US President Donald Trump signs a document reinstating sanctions against Iran after announcing the US withdrawal from the Iran Nuclear deal, in the Diplomatic Reception Room at the White House in Washington, DC, on May 8, 2018. (Photo by SAUL LOEB / AFP) (Photo by SAUL LOEB/AFP via Getty Images)

Joe Biden campaigned in 2020 on the promise of new ideas, more competence, and a “return to normality.” But when it comes to economic sanctions, President Biden has chosen instead to maintain the path that his predecessor set. From Venezuela to Cuba to Iran, the Biden administration’s approach to sanctions has remained remarkably similar to Trump’s.

On the campaign trail, candidate Biden promised to rejoin the Iran deal and to “promptly reverse the failed Trump policies that have inflicted harm on the Cuban people and done nothing to advance democracy and human rights.” Yet two and a half years after taking office, the Biden administration has made little progress towards fulfilling these promises. While economic sanctions may not seem important to the average American, they have strong implications for the global economy and America’s national interests.

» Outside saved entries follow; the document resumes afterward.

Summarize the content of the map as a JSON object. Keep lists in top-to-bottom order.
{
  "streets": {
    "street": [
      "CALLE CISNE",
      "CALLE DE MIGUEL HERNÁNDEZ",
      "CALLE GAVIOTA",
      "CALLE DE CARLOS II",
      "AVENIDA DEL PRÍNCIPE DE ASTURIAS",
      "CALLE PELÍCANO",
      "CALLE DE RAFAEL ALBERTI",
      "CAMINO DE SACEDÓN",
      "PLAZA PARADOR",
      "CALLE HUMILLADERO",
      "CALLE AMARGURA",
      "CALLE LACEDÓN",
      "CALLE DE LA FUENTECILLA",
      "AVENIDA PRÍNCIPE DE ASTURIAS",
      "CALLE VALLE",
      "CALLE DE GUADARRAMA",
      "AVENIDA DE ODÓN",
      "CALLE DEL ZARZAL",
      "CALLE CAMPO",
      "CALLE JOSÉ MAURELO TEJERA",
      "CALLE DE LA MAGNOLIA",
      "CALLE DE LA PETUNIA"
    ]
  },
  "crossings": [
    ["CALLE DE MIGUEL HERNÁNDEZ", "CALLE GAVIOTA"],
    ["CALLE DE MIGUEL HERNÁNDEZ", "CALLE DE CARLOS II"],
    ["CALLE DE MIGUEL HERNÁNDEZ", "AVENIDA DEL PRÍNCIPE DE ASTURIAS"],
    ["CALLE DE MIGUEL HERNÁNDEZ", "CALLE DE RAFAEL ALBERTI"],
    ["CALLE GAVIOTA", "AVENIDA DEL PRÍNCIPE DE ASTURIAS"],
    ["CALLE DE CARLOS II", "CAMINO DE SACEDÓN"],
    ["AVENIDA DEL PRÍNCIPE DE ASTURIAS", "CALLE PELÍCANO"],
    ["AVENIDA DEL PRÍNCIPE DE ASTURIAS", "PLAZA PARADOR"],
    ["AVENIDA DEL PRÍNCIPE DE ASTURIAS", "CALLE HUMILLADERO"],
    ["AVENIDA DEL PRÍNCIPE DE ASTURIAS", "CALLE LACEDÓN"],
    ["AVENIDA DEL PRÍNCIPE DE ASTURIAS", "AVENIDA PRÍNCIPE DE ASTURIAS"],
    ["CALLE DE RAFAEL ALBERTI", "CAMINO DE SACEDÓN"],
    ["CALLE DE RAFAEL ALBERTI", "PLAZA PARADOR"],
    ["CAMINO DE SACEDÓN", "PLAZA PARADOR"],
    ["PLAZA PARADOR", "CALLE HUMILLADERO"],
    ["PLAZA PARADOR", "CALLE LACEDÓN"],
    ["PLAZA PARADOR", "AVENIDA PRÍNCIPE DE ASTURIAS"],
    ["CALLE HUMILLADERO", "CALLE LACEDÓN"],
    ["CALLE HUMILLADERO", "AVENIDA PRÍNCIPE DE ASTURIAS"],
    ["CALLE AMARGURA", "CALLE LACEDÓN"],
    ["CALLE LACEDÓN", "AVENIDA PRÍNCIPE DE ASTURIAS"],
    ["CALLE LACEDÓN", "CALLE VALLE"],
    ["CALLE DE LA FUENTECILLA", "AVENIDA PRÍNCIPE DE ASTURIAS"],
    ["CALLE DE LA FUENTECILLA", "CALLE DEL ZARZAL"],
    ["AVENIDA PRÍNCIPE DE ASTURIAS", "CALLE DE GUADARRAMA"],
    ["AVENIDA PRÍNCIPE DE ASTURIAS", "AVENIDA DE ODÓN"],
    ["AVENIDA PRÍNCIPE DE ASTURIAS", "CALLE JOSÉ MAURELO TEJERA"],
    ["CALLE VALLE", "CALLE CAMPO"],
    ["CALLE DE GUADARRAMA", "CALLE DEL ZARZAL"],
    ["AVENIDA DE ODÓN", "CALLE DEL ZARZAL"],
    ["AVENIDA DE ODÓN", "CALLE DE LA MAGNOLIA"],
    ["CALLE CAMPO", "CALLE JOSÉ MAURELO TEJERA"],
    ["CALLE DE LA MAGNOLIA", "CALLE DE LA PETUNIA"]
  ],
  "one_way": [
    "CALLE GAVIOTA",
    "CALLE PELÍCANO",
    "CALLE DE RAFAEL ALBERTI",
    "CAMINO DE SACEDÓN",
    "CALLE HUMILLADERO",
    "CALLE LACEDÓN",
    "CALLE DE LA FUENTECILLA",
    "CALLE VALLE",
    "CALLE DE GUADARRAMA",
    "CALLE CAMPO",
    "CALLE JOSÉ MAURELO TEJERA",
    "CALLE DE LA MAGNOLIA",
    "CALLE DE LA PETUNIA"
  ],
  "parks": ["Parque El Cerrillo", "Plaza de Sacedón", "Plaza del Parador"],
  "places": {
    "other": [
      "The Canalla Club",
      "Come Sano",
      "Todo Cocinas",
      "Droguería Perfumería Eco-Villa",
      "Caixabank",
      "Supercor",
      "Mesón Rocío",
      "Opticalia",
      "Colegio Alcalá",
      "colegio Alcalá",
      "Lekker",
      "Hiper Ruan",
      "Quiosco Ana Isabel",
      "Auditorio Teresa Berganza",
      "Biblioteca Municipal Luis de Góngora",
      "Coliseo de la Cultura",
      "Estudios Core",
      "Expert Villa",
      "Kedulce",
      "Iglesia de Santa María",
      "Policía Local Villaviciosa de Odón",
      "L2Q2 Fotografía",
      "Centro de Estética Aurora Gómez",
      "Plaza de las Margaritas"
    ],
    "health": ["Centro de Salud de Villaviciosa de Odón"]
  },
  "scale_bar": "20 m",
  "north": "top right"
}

President Biden initially showed promise by requesting that the Treasury Department conduct a swift review of U.S. sanctions policies. However, the review’s publication in October 2021 was underwhelming. It produced recommendations such as adopting “a structured policy framework that links sanctions to a clear policy objective,” and “ensuring sanctions are easily understood, enforceable, and, where possible, reversible.” If the U.S. was not already undertaking these measures, it is fair to ask what exactly was taken into consideration when prior sanctions were implemented.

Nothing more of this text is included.